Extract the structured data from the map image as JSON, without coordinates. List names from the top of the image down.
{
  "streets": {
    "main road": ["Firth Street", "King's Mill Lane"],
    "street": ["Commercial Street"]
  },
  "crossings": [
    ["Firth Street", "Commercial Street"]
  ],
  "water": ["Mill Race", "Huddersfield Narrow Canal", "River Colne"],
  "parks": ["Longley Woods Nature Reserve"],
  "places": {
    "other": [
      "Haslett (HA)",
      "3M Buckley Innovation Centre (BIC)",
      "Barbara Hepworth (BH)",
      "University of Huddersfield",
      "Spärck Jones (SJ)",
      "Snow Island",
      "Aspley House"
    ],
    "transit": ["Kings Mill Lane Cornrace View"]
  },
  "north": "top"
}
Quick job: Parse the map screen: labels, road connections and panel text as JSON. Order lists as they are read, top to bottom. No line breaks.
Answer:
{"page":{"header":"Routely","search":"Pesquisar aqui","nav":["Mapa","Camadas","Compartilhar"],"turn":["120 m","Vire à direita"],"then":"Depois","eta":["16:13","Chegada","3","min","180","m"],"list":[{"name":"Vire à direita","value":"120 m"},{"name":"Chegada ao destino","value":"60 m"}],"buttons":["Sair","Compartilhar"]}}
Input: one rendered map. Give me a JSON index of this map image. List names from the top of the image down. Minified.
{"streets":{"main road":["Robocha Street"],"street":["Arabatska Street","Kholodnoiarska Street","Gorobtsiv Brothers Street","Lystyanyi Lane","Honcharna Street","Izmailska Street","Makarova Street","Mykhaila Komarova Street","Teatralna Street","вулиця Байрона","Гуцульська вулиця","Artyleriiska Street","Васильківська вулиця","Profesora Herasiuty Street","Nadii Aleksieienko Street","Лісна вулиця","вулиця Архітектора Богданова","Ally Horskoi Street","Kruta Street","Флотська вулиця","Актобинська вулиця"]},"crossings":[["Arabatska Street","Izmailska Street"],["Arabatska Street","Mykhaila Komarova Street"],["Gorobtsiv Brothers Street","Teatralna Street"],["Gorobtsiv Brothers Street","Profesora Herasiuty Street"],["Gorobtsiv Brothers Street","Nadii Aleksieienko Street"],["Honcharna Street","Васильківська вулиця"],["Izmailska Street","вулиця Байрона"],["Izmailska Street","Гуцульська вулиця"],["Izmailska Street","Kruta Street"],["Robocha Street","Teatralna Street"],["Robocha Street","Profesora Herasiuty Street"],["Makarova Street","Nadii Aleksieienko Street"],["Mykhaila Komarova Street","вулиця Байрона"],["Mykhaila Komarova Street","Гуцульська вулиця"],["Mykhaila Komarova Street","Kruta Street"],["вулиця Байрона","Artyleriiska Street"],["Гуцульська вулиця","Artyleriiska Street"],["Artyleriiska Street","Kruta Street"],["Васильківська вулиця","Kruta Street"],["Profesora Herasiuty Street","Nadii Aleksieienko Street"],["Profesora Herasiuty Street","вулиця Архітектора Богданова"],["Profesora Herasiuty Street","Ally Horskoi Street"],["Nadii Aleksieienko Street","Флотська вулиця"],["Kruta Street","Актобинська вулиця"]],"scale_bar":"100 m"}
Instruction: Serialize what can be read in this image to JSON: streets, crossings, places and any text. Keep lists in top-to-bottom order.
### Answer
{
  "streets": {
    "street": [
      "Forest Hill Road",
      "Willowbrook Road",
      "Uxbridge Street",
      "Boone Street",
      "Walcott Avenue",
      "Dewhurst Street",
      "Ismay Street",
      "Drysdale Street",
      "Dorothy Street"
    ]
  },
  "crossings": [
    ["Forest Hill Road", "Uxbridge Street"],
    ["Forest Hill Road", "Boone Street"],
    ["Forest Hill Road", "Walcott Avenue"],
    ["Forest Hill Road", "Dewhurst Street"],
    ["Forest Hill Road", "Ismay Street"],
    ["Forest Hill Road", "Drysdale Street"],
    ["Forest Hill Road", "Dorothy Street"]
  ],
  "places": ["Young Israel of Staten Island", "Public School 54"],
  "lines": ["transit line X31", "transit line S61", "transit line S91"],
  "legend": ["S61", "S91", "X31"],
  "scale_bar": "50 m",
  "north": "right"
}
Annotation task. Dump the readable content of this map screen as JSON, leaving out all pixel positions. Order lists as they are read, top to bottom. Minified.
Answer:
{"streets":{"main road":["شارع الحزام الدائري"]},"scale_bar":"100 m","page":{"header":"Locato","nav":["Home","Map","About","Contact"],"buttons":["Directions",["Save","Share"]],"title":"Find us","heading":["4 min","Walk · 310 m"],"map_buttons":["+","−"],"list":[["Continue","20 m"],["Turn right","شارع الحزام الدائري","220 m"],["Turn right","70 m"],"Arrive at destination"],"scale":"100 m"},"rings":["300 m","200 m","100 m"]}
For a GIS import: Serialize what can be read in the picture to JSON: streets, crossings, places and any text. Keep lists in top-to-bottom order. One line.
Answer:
+++++
*ASSIGNMENT*.
Copy out the full listing above. Keep every word as it is.

*SOLUTION TO THE EXERCISE*.
Extract the structured data from the map image as JSON, without coordinates. List names from the top of the image down.
{
  "streets": {
    "main road": ["Firth Street", "King's Mill Lane"],
    "street": ["Commercial Street"]
  },
  "crossings": [
    ["Firth Street", "Commercial Street"]
  ],
  "water": ["Mill Race", "Huddersfield Narrow Canal", "River Colne"],
  "parks": ["Longley Woods Nature Reserve"],
  "places": {
    "other": [
      "Haslett (HA)",
      "3M Buckley Innovation Centre (BIC)",
      "Barbara Hepworth (BH)",
      "University of Huddersfield",
      "Spärck Jones (SJ)",
      "Snow Island",
      "Aspley House"
    ],
    "transit": ["Kings Mill Lane Cornrace View"]
  },
  "north": "top"
}
Quick job: Parse the map screen: labels, road connections and panel text as JSON. Order lists as they are read, top to bottom. No line breaks.
Answer:
{"page":{"header":"Routely","search":"Pesquisar aqui","nav":["Mapa","Camadas","Compartilhar"],"turn":["120 m","Vire à direita"],"then":"Depois","eta":["16:13","Chegada","3","min","180","m"],"list":[{"name":"Vire à direita","value":"120 m"},{"name":"Chegada ao destino","value":"60 m"}],"buttons":["Sair","Compartilhar"]}}
Input: one rendered map. Give me a JSON index of this map image. List names from the top of the image down. Minified.
{"streets":{"main road":["Robocha Street"],"street":["Arabatska Street","Kholodnoiarska Street","Gorobtsiv Brothers Street","Lystyanyi Lane","Honcharna Street","Izmailska Street","Makarova Street","Mykhaila Komarova Street","Teatralna Street","вулиця Байрона","Гуцульська вулиця","Artyleriiska Street","Васильківська вулиця","Profesora Herasiuty Street","Nadii Aleksieienko Street","Лісна вулиця","вулиця Архітектора Богданова","Ally Horskoi Street","Kruta Street","Флотська вулиця","Актобинська вулиця"]},"crossings":[["Arabatska Street","Izmailska Street"],["Arabatska Street","Mykhaila Komarova Street"],["Gorobtsiv Brothers Street","Teatralna Street"],["Gorobtsiv Brothers Street","Profesora Herasiuty Street"],["Gorobtsiv Brothers Street","Nadii Aleksieienko Street"],["Honcharna Street","Васильківська вулиця"],["Izmailska Street","вулиця Байрона"],["Izmailska Street","Гуцульська вулиця"],["Izmailska Street","Kruta Street"],["Robocha Street","Teatralna Street"],["Robocha Street","Profesora Herasiuty Street"],["Makarova Street","Nadii Aleksieienko Street"],["Mykhaila Komarova Street","вулиця Байрона"],["Mykhaila Komarova Street","Гуцульська вулиця"],["Mykhaila Komarova Street","Kruta Street"],["вулиця Байрона","Artyleriiska Street"],["Гуцульська вулиця","Artyleriiska Street"],["Artyleriiska Street","Kruta Street"],["Васильківська вулиця","Kruta Street"],["Profesora Herasiuty Street","Nadii Aleksieienko Street"],["Profesora Herasiuty Street","вулиця Архітектора Богданова"],["Profesora Herasiuty Street","Ally Horskoi Street"],["Nadii Aleksieienko Street","Флотська вулиця"],["Kruta Street","Актобинська вулиця"]],"scale_bar":"100 m"}
Instruction: Serialize what can be read in this image to JSON: streets, crossings, places and any text. Keep lists in top-to-bottom order.
### Answer
{
  "streets": {
    "street": [
      "Forest Hill Road",
      "Willowbrook Road",
      "Uxbridge Street",
      "Boone Street",
      "Walcott Avenue",
      "Dewhurst Street",
      "Ismay Street",
      "Drysdale Street",
      "Dorothy Street"
    ]
  },
  "crossings": [
    ["Forest Hill Road", "Uxbridge Street"],
    ["Forest Hill Road", "Boone Street"],
    ["Forest Hill Road", "Walcott Avenue"],
    ["Forest Hill Road", "Dewhurst Street"],
    ["Forest Hill Road", "Ismay Street"],
    ["Forest Hill Road", "Drysdale Street"],
    ["Forest Hill Road", "Dorothy Street"]
  ],
  "places": ["Young Israel of Staten Island", "Public School 54"],
  "lines": ["transit line X31", "transit line S61", "transit line S91"],
  "legend": ["S61", "S91", "X31"],
  "scale_bar": "50 m",
  "north": "right"
}
Annotation task. Dump the readable content of this map screen as JSON, leaving out all pixel positions. Order lists as they are read, top to bottom. Minified.
Answer:
{"streets":{"main road":["شارع الحزام الدائري"]},"scale_bar":"100 m","page":{"header":"Locato","nav":["Home","Map","About","Contact"],"buttons":["Directions",["Save","Share"]],"title":"Find us","heading":["4 min","Walk · 310 m"],"map_buttons":["+","−"],"list":[["Continue","20 m"],["Turn right","شارع الحزام الدائري","220 m"],["Turn right","70 m"],"Arrive at destination"],"scale":"100 m"},"rings":["300 m","200 m","100 m"]}
For a GIS import: Serialize what can be read in the picture to JSON: streets, crossings, places and any text. Keep lists in top-to-bottom order. One line.
Answer:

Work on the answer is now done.